Brief.
Exact repetition is the task: copy every entry below.

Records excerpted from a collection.
::::::

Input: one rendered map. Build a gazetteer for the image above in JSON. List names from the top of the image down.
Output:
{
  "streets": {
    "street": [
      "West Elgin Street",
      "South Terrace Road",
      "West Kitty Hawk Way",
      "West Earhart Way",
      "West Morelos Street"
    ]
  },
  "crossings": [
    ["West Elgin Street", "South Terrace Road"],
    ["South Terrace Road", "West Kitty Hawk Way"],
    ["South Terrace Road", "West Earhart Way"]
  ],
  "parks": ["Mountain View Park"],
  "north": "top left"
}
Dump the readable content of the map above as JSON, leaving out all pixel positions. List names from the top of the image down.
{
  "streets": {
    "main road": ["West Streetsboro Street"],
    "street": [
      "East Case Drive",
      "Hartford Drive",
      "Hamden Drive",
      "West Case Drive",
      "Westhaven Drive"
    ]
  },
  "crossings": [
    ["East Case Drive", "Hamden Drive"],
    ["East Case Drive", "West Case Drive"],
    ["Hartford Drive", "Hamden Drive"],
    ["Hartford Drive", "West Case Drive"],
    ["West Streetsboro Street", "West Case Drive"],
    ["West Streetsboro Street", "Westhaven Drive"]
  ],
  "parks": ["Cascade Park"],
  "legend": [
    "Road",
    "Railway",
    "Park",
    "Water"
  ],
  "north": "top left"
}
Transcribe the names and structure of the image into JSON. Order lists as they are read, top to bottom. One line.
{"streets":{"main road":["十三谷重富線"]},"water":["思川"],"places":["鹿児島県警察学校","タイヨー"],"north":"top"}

::::::

Your response.
Input: one rendered map. Build a gazetteer for the image above in JSON. List names from the top of the image down.
Output:
{
  "streets": {
    "street": [
      "West Elgin Street",
      "South Terrace Road",
      "West Kitty Hawk Way",
      "West Earhart Way",
      "West Morelos Street"
    ]
  },
  "crossings": [
    ["West Elgin Street", "South Terrace Road"],
    ["South Terrace Road", "West Kitty Hawk Way"],
    ["South Terrace Road", "West Earhart Way"]
  ],
  "parks": ["Mountain View Park"],
  "north": "top left"
}
Dump the readable content of the map above as JSON, leaving out all pixel positions. List names from the top of the image down.
{
  "streets": {
    "main road": ["West Streetsboro Street"],
    "street": [
      "East Case Drive",
      "Hartford Drive",
      "Hamden Drive",
      "West Case Drive",
      "Westhaven Drive"
    ]
  },
  "crossings": [
    ["East Case Drive", "Hamden Drive"],
    ["East Case Drive", "West Case Drive"],
    ["Hartford Drive", "Hamden Drive"],
    ["Hartford Drive", "West Case Drive"],
    ["West Streetsboro Street", "West Case Drive"],
    ["West Streetsboro Street", "Westhaven Drive"]
  ],
  "parks": ["Cascade Park"],
  "legend": [
    "Road",
    "Railway",
    "Park",
    "Water"
  ],
  "north": "top left"
}
Transcribe the names and structure of the image into JSON. Order lists as they are read, top to bottom. One line.
{"streets":{"main road":["十三谷重富線"]},"water":["思川"],"places":["鹿児島県警察学校","タイヨー"],"north":"top"}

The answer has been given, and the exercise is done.